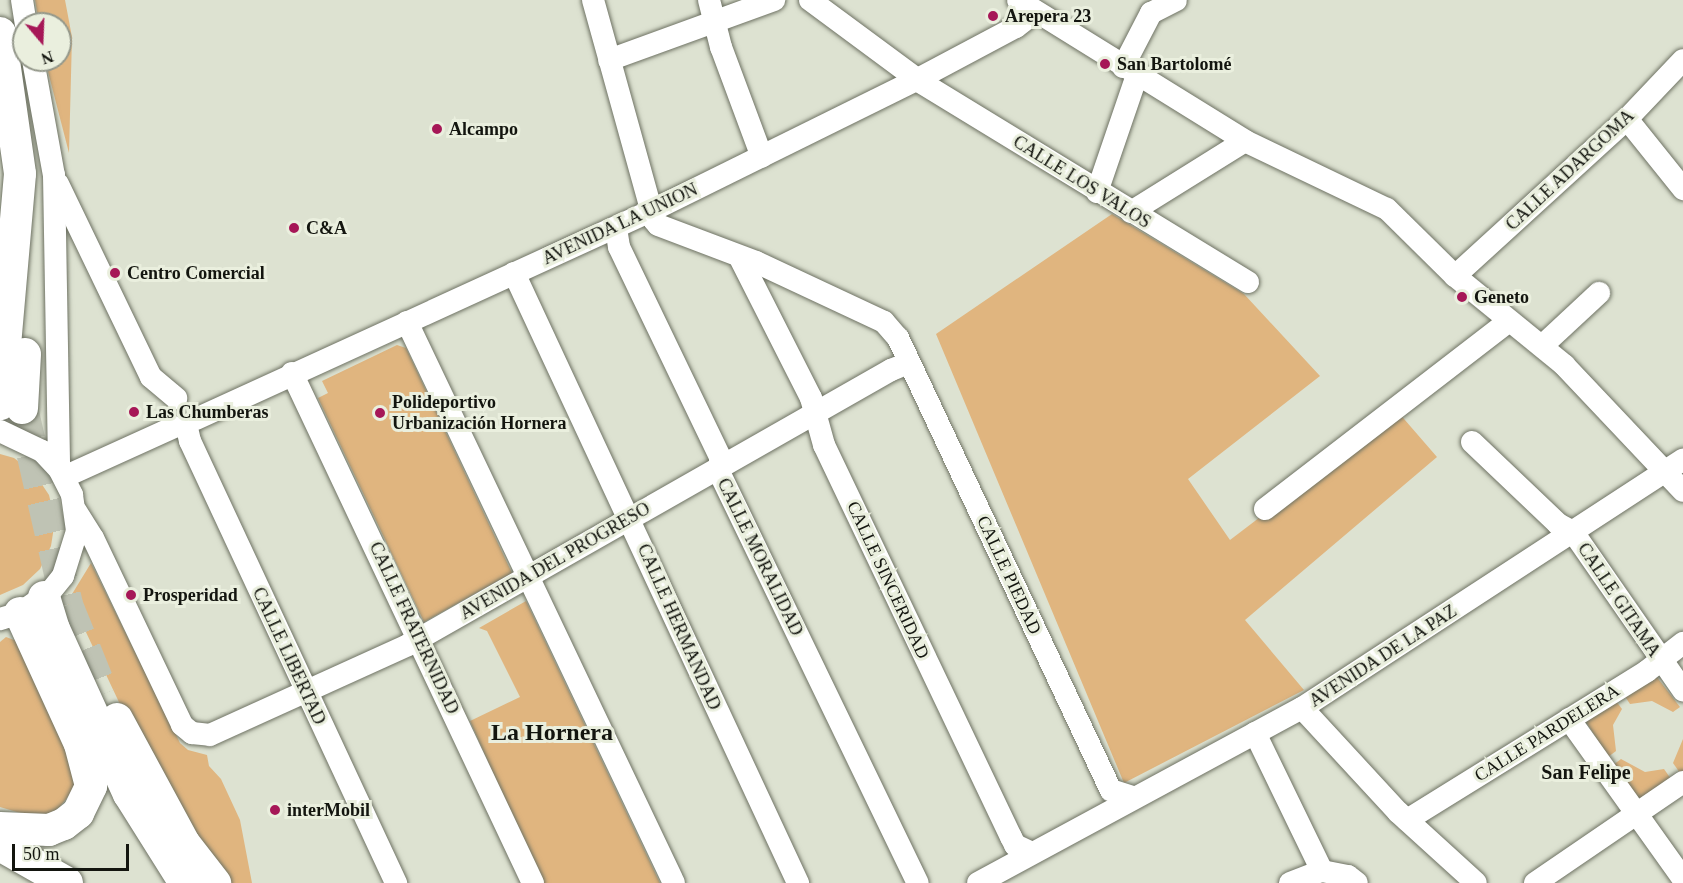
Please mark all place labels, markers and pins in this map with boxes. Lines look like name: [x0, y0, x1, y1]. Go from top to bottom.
place label: Arepera 23: [1005, 5, 1091, 27]
marker: Arepera 23: [986, 9, 1000, 23]
place label: San Bartolomé: [1117, 53, 1231, 75]
marker: San Bartolomé: [1098, 57, 1112, 71]
place label: Alcampo: [449, 118, 518, 140]
marker: Alcampo: [430, 122, 444, 136]
place label: C&A: [306, 217, 347, 239]
marker: C&A: [287, 221, 301, 235]
place label: Centro Comercial: [127, 262, 265, 284]
marker: Centro Comercial: [108, 266, 122, 280]
place label: Geneto: [1474, 286, 1529, 308]
marker: Geneto: [1455, 290, 1469, 304]
place label: Polideportivo Urbanización Hornera: [392, 392, 566, 434]
place label: Las Chumberas: [146, 401, 269, 423]
marker: Las Chumberas: [127, 405, 141, 419]
marker: Polideportivo Urbanización Hornera: [373, 406, 387, 420]
place label: Prosperidad: [143, 584, 238, 606]
marker: Prosperidad: [124, 588, 138, 602]
place label: interMobil: [287, 799, 370, 821]
marker: interMobil: [268, 803, 282, 817]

_WHAT THE TASK ASKS_.
Output a verbatim copy of the entries and skip the pictures.

_RESPONSE BOX_.
Please mark all place labels, markers and pins in this map with boxes. Lines look like name: [x0, y0, x1, y1]. Go from top to bottom.
place label: Arepera 23: [1005, 5, 1091, 27]
marker: Arepera 23: [986, 9, 1000, 23]
place label: San Bartolomé: [1117, 53, 1231, 75]
marker: San Bartolomé: [1098, 57, 1112, 71]
place label: Alcampo: [449, 118, 518, 140]
marker: Alcampo: [430, 122, 444, 136]
place label: C&A: [306, 217, 347, 239]
marker: C&A: [287, 221, 301, 235]
place label: Centro Comercial: [127, 262, 265, 284]
marker: Centro Comercial: [108, 266, 122, 280]
place label: Geneto: [1474, 286, 1529, 308]
marker: Geneto: [1455, 290, 1469, 304]
place label: Polideportivo Urbanización Hornera: [392, 392, 566, 434]
place label: Las Chumberas: [146, 401, 269, 423]
marker: Las Chumberas: [127, 405, 141, 419]
marker: Polideportivo Urbanización Hornera: [373, 406, 387, 420]
place label: Prosperidad: [143, 584, 238, 606]
marker: Prosperidad: [124, 588, 138, 602]
place label: interMobil: [287, 799, 370, 821]
marker: interMobil: [268, 803, 282, 817]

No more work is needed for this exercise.